The impact of higher profit margins on labour hoarding was broadly based across sectors but strongest for construction. The estimated impact of a higher profit margin on the labour hoarding indicator stands at 0.1 percentage points for the industrial sector, 0.5 percentage points for construction and 0.2 percentage points for market services. While overall shifts in labour hoarding were mostly driven in all sectors by external shocks that worsened the economic outlook of firms, the observed high profit margins remained an important factor in helping firms keep their ability to hoard labour elevated.

A tightening of profit margins may have implications for employment growth in the period ahead.[6] The high profit margins of 2021-22 are starting to normalise towards their pre-pandemic levels. Thus, declining profit margins are likely to be one possible factor reducing the scope for firms to undertake labour hoarding. Looking ahead, they are expected to provide less support to employment growth than previously.

  1. The firm-specific outlook is assessed in response to the question “For each of the following factors, would you say that [your enterprise’s experiences and views] have improved, remained unchanged or deteriorated over the past six months?” and on the basis of the factor “Your enterprise-specific outlook with respect to your sales and profitability or business plan”. The question is qualitative. As such, it might imply that the firm’s outlook has remained favourable.

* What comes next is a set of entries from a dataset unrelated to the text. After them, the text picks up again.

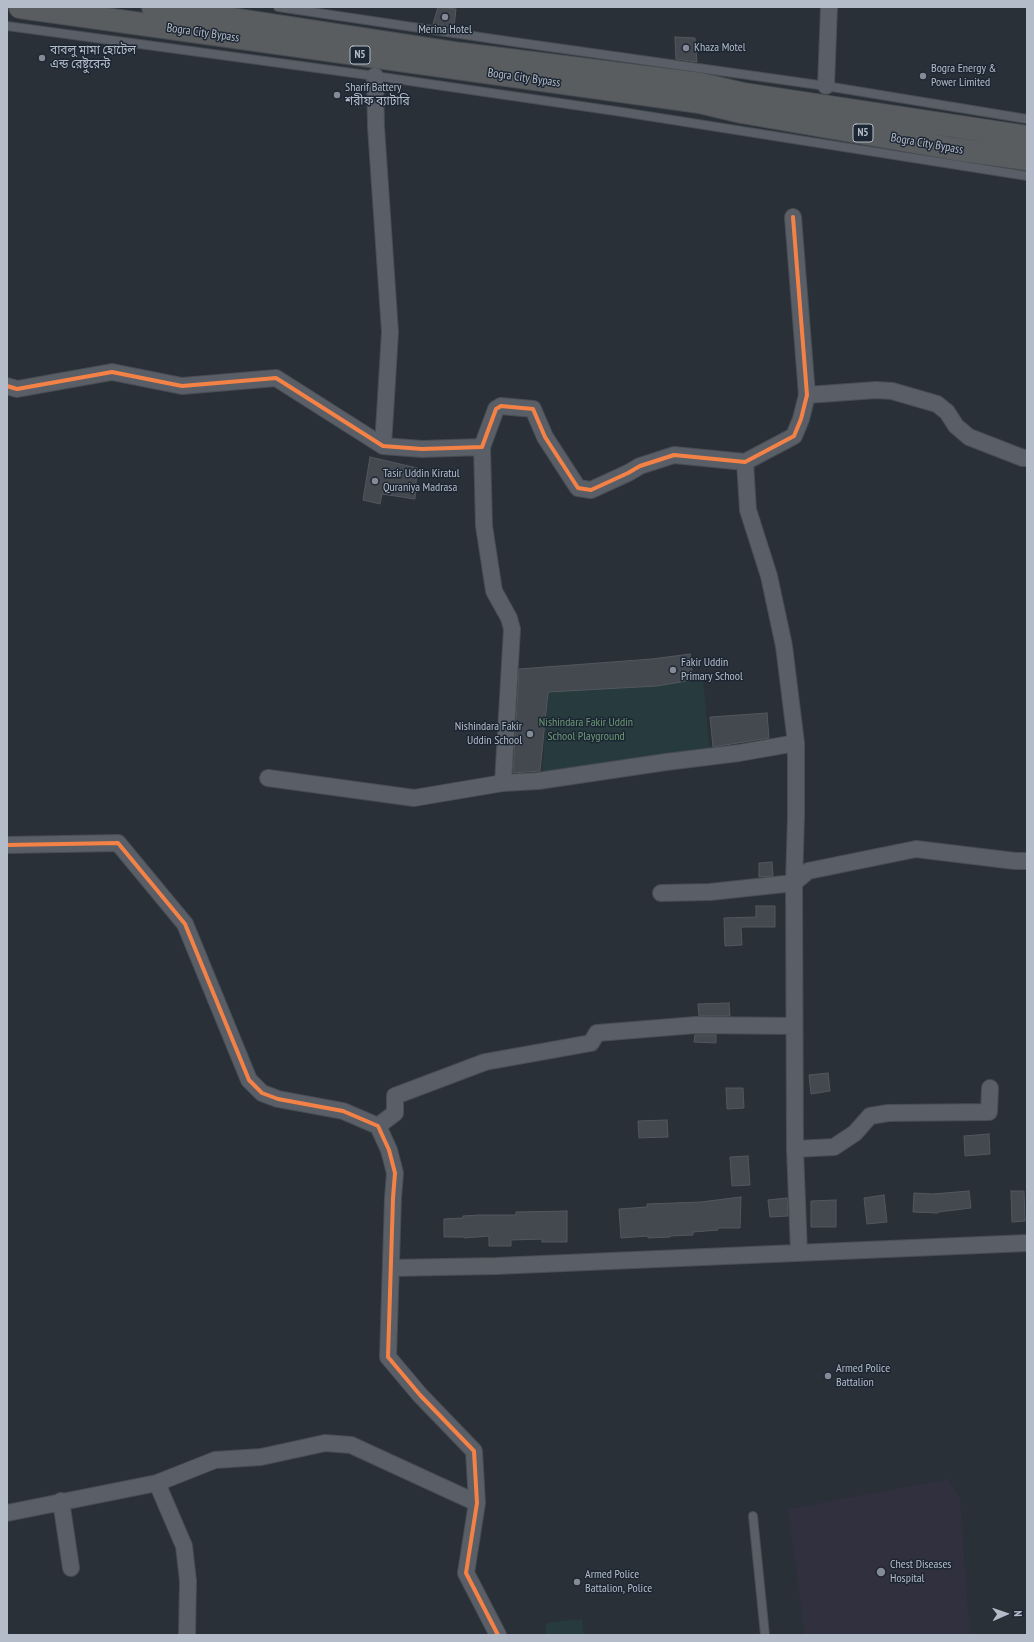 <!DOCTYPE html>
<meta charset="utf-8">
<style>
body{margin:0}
#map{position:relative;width:1034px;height:1642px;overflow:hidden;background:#2a3038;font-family:"PT Sans Narrow",sans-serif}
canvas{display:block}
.frame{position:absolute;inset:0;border:8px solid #b4bcc9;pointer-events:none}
.north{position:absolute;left:986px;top:1594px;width:40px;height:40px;-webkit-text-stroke:3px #1d2633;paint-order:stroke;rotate:88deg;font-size:11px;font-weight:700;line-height:16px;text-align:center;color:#b4bcc9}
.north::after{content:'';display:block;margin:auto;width:14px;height:18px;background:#b4bcc9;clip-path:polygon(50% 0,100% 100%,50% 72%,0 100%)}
</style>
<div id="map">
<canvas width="1034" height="1642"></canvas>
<div class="frame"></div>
<div class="north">N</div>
</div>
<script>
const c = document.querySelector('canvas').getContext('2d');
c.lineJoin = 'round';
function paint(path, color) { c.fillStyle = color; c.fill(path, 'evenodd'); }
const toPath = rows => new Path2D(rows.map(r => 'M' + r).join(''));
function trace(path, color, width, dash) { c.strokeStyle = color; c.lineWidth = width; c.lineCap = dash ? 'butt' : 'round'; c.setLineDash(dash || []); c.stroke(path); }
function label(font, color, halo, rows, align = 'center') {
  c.font = font + ' "PT Sans Narrow","Noto Sans Bengali",sans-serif'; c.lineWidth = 3; c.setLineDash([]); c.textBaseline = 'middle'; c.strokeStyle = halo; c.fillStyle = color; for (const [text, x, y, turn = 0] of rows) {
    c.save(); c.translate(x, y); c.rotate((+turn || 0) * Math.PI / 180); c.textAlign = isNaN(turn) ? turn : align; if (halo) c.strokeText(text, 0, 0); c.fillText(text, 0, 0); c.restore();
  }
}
paint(toPath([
 [948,1479,960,1498,970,1635,805,1635,788,1509]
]), '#31303e');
paint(toPath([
 [703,679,710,754,542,776,548,692],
 [582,1619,584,1635,546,1635,546,1623]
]), '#273a3e');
const building = toPath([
 [438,7,456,9,454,27,433,24,438,7],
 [675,37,695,38,697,62,676,59,675,37],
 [370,457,417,468,415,499,382,494,380,504,363,500,370,457],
 [690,654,693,680,657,686,548,692,540,771,513,773,519,669,652,659,690,654],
 [767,713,769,738,713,747,710,717,767,713],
 [772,862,773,876,759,877,759,863,772,862],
 [756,906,775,906,775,927,741,927,742,945,725,946,724,918,756,917,756,906],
 [729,1003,730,1016,699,1016,698,1004,729,1003],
 [695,1035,716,1035,716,1043,694,1042,695,1035],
 [828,1073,830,1091,811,1094,809,1075,828,1073],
 [726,1088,743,1088,744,1108,727,1109,726,1088],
 [667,1120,668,1137,639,1138,638,1121,667,1120],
 [989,1134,990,1154,965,1156,964,1136,989,1134],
 [748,1156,750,1185,732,1186,730,1157,748,1156],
 [969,1191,971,1208,938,1212,938,1213,913,1212,914,1193,933,1194,969,1191],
 [1011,1191,1024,1191,1025,1221,1012,1222,1011,1191],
 [884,1195,887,1222,867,1224,864,1198,884,1195],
 [741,1197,740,1228,718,1228,718,1230,693,1232,693,1235,670,1236,670,1237,648,1238,648,1236,621,1238,619,1209,647,1207,647,1204,701,1202,741,1197],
 [787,1198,788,1216,770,1217,768,1200,787,1198],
 [836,1200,836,1227,811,1227,811,1201,836,1200],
 [567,1211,567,1242,542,1242,542,1239,511,1240,511,1246,489,1246,489,1236,464,1238,464,1237,444,1237,444,1219,463,1218,463,1216,479,1215,516,1215,516,1212,567,1211]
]);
paint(building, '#444950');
trace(building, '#52575f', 1);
const lane = toPath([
 [278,7,507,41,826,86,1027,119],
 [7,26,375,76,622,112,1027,176],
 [753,1516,765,1635]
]);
const street = toPath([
 [375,76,376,127,390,332,383,446],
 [826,86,829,7],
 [7,386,17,389,112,372,182,386,276,378,383,446,422,449,482,447,496,409,501,406,533,409,545,437,578,488,591,490,628,473,640,466,674,455,745,462,794,436,801,419,807,395,793,217],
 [807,395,876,390,892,391,937,404,947,412,956,426,969,437,1023,458,1027,458],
 [482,447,484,526,494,591,509,618,512,629,503,783],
 [745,462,748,510,769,576,784,646,796,743,796,816,794,883,795,1149,799,1253],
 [268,778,414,798,503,783,538,781,666,762,739,753,796,743],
 [7,845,118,843,185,924,249,1080,262,1093,278,1099,343,1111,378,1126,389,1150,395,1173,393,1198,388,1357,420,1395,474,1451,477,1503,466,1573,498,1635],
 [661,893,710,892,794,883,808,871,916,849,1015,861,1027,861],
 [378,1126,395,1113,395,1096,485,1062,591,1043,597,1033,696,1025,794,1026],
 [795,1149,834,1147,855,1133,870,1116,888,1113,989,1112,990,1088],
 [391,1268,496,1266,1027,1243],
 [157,1483,184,1546,188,1581,187,1635],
 [61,1501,71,1568],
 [7,1513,157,1483,215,1460,261,1457,325,1443,351,1445,477,1503]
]);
const highway = toPath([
 [20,7,700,102,742,112,955,149,1027,159],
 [153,7,461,54,700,84,743,94,1027,137]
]);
trace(lane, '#484c53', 10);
trace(street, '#484c53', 18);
trace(highway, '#474c53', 24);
trace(lane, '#5a5e66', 8);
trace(street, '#5a5e66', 16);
trace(highway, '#5a5d60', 22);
trace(toPath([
 [7,386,17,389,112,372,182,386,276,378,383,446,422,449,482,447,496,409,501,406,533,409,545,437,578,488,591,490,628,473,640,466,674,455,745,462,794,436,801,419,807,395,793,217],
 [7,845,118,843,185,924,249,1080,262,1093,278,1099,343,1111,378,1126,389,1150,395,1173,393,1198,388,1357,420,1395,474,1451,477,1503,466,1573,498,1635]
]), '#f48246', 4);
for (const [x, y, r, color] of [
 [445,17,4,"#848b96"],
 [686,48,4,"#848b96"],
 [42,58,4,"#848b96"],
 [923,76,4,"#848b96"],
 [337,95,4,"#848b96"],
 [375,481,4,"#848b96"],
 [673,670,4,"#848b96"],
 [530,734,4,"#848b96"],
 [828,1376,4,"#848b96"],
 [881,1572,5,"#848b96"],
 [577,1582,4,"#848b96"]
]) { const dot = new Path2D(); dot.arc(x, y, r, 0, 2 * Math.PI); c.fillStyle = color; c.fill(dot); trace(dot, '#1d2633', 1.5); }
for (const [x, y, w] of [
 [360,55,20],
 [863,133,20]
]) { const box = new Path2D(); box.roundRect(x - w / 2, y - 9, w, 18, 3); c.fillStyle = '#1d2633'; c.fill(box); trace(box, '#b4bcc9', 1); }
label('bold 11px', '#b4bcc9', null, [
 ["N5",360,55],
 ["N5",863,133]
]);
label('12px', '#b4bcc9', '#1d2633', [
 ["Merina Hotel",445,30,"center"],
 ["Khaza Motel",694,48],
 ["বাবলু মামা হোটেল",50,51],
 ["এন্ড রেষ্টুরেন্ট",50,65],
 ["Bogra Energy &",931,69],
 ["Power Limited",931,83],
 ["Sharif Battery",345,88],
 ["শরীফ ব্যাটারি",345,102],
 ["Tasir Uddin Kiratul",383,474],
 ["Quraniya Madrasa",383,488],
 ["Fakir Uddin",681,663],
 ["Primary School",681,677],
 ["Nishindara Fakir",522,727,"right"],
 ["Uddin School",522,741,"right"],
 ["Armed Police",836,1369],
 ["Battalion",836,1383],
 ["Chest Diseases",890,1565],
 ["Hospital",890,1579],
 ["Armed Police",585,1575],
 ["Battalion, Police",585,1589]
], 'left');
label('12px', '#b4bcc9', '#1d2633', [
 ["Bogra City Bypass",203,33,8],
 ["Bogra City Bypass",524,78,8],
 ["Bogra City Bypass",927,144,10]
]);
label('12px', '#6b9a76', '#1d2633', [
 ["Nishindara Fakir Uddin",586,723],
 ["School Playground",586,737]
]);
</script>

  2. Complementing the increase in labour hoarding, employment developments have been supported by a decline in real wages. This factor is discussed in more detail in the box entitled “Drivers of employment growth in the euro area after the pandemic: a model-based perspective” in this issue of the Economic Bulletin.

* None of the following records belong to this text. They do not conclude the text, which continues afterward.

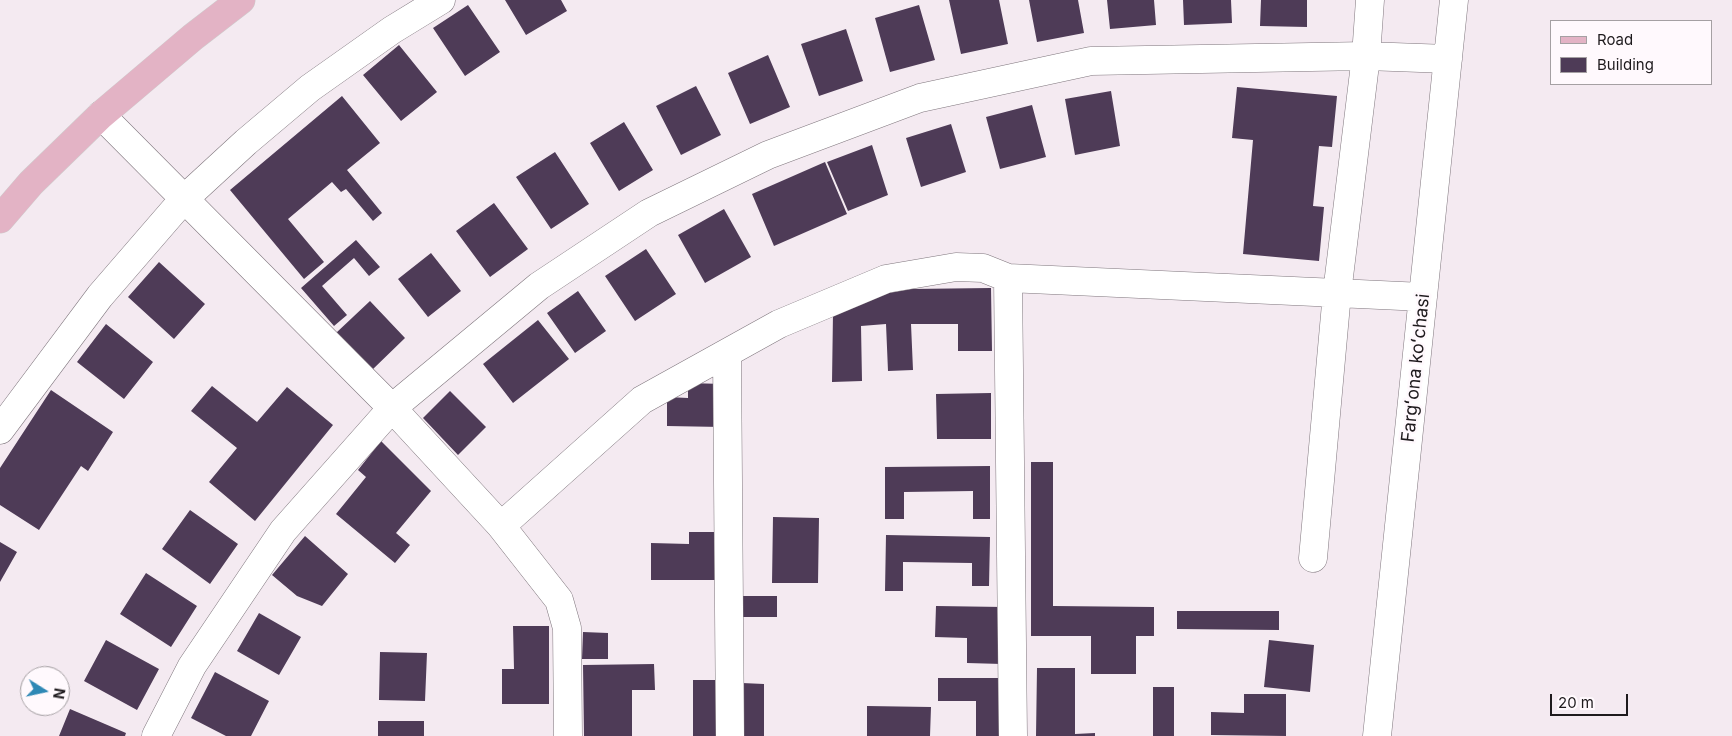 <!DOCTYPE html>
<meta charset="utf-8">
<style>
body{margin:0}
#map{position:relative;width:1732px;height:736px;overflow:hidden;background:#f4eaf1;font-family:Inter,sans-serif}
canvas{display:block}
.legend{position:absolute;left:1550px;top:20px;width:162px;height:65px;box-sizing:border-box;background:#fff9fd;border:1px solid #a5a0a3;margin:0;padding:6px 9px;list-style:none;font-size:15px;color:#1e1a1d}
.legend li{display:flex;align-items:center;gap:10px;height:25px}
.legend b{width:25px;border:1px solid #a5a0a3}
.north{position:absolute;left:20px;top:666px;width:50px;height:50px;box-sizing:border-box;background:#fff9fd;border:1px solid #a5a0a3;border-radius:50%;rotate:100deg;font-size:14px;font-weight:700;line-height:20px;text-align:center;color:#1e1a1d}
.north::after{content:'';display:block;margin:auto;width:18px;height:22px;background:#2e88b5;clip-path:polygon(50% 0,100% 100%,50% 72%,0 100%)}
.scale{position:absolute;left:1550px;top:694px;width:78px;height:22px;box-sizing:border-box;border:2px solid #1e1a1d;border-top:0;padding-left:6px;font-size:15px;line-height:18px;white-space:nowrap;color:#1e1a1d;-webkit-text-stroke:4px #fff9fd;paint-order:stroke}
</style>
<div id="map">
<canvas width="1732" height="736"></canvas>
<ul class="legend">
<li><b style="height:6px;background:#e3b3c5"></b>Road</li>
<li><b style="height:14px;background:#4e3b57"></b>Building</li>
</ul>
<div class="north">N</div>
<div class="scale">20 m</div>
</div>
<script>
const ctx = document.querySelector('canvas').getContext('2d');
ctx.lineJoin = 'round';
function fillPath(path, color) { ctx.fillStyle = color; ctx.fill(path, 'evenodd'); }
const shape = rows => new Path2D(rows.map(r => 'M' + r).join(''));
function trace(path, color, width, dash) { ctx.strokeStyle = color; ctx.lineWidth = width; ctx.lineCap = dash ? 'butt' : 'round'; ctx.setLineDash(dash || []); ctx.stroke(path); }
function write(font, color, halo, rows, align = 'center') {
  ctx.font = font + ' Inter,sans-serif'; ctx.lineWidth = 5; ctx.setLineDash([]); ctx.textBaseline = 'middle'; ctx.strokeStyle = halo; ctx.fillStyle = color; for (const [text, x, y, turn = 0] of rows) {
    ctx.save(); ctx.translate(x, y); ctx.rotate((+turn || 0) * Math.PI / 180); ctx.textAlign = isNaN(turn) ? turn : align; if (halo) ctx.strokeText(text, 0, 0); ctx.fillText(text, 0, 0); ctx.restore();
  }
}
fillPath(shape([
 [505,0,561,0,567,11,526,35],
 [949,0,999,0,1008,44,961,54],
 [1029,0,1078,0,1084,33,1037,42],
 [1107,0,1154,0,1156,25,1110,29],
 [1183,0,1231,0,1232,23,1184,25],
 [1261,0,1307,0,1307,27,1260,26],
 [468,5,500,52,465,76,433,28],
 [919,5,935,60,890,72,875,18],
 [846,29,863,81,819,96,801,44],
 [399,45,437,92,401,121,363,75],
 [768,55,790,107,750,124,728,73],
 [696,86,721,135,681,155,656,106],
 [1237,87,1337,96,1332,147,1319,146,1313,206,1324,207,1319,261,1243,254,1253,140,1232,138],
 [1111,91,1120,146,1075,155,1065,99],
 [342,96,380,143,347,170,382,213,373,221,346,189,341,192,332,182,288,219,324,262,304,279,230,190],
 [1032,105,1046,157,1000,169,986,117],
 [624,122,653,170,619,191,590,143],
 [951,124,966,172,921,187,906,138],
 [872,145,888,195,848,211,827,162],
 [555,152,589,204,551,229,516,177],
 [825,162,847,214,774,246,752,194],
 [494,203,528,249,490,277,456,231],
 [724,209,751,257,705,283,678,235],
 [356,240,380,267,369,276,354,258,322,286,347,315,334,326,301,288],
 [646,249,676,294,635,321,605,276],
 [431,253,461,291,428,317,398,279],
 [159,262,205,304,174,339,128,297],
 [991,288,992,351,958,351,958,324,911,324,913,370,888,371,886,324,861,326,862,381,832,382,833,313,860,298,911,289],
 [578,291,606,331,575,353,547,313],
 [370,301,405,338,371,371,336,333],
 [538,320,569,359,513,403,483,364],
 [106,324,153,362,124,399,77,362],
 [688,383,723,384,722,427,667,426,667,397,688,398],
 [212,386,257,422,287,387,333,425,255,521,209,482,237,448,191,411],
 [51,390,113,432,88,471,81,466,39,530,0,505,0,468],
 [450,391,486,427,458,455,423,418],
 [991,393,991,439,937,439,936,394],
 [381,441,431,491,396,533,410,545,395,563,336,514,366,477,358,470],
 [1031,462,1053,462,1053,606,1154,607,1154,636,1136,636,1136,674,1091,674,1091,636,1031,636],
 [990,466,990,519,973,519,973,491,904,492,904,519,885,519,885,467],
 [190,510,238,544,210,584,162,549],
 [773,517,819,518,818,583,772,583],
 [689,532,721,532,721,580,651,580,651,543,689,544],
 [886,535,990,537,989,586,972,586,972,563,903,562,903,591,885,591],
 [305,536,348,574,322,606,297,596,272,575],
 [0,542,17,552,0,582],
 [146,573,197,606,171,647,120,614],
 [739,596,777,596,777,617,739,617],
 [936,606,1003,607,1002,664,967,663,967,638,935,637],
 [1177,611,1279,611,1279,630,1177,629],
 [259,613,301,637,279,675,237,651],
 [513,626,549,626,549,704,502,704,502,669,514,669],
 [583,632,608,633,608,659,582,659],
 [106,640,159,669,137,710,84,681],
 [1269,640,1314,645,1310,692,1264,687],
 [380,652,427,653,425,701,379,700],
 [654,664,655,690,632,690,632,736,584,736,583,665],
 [1037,668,1075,668,1075,734,1095,733,1095,736,1036,736],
 [215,672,269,701,251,736,226,736,191,718],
 [938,678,1003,678,1002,736,976,736,976,701,938,701],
 [693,680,718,680,718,736,693,736],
 [742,683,764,684,764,736,741,736],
 [1153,687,1174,687,1174,736,1153,736],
 [1244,694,1286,694,1286,736,1211,735,1211,712,1244,713],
 [867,706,931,707,930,736,867,736],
 [70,709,126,733,125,736,59,736],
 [378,721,424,721,424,736,378,736]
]), '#4e3b57');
const minor = shape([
 [101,115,392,408,501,526,559,600,567,628,568,736],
 [1008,278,1013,736],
 [727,354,730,736],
 [0,430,100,296,183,200,246,142,310,88,392,30,441,0],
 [501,526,642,400,779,324,886,279,956,267,983,268,1008,278,1337,293,1366,56,1370,0],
 [1313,558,1337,293,1423,297],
 [156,736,192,666,283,531,392,408,539,286,649,213,768,155,920,98,1091,61,1366,56,1448,59],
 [1377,736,1454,0]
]);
const major = shape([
 [0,219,31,183,101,115,193,37,241,0]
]);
trace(minor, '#7f767d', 29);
trace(major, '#cecdcd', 29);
trace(minor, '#fff', 28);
trace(major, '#e3b3c5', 28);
write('18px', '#1e1a1d', '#fff9fd', [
 ["Fargʻona koʻchasi",1416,368,-84]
]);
</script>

  3. We complement the information obtained from the SAFE with balance sheet information for firms for the preceding year, taken from ORBIS. Profit margins are defined as the ratio of a firm’s profits before taxes to its operating revenues. The growth in profit margins for 2021-22 in the SAFE-ORBIS dataset is consistent, although not directly comparable, with the increase in unit profits recorded at the macro level. There is a time lag before the balance sheet records become available in ORBIS, with the latest available year for SAFE-ORBIS profit margins in our analysis being 2022.

  4. These regressions include firm-level fixed effects to account for a firm’s unobservable characteristics, as well as time-fixed effects that cater for changes in the business cycle and for the shifting composition of firms in each SAFE wave.

  5. It should be emphasised that the decision of firms to undertake labour hoarding is rational and coherent with long-term profit maximisation goals. Profit-maximising firms choose to undertake labour hoarding when the costs of redundancies, re-employment and training exceed the costs of employee retention.

  6. The recent developments in labour hoarding have also had an impact on labour productivity, as discussed in Arce, O. and Sondermann, D., “Low for long? Reasons for the recent decline in productivity”, The ECB Blog, 6 May 2024.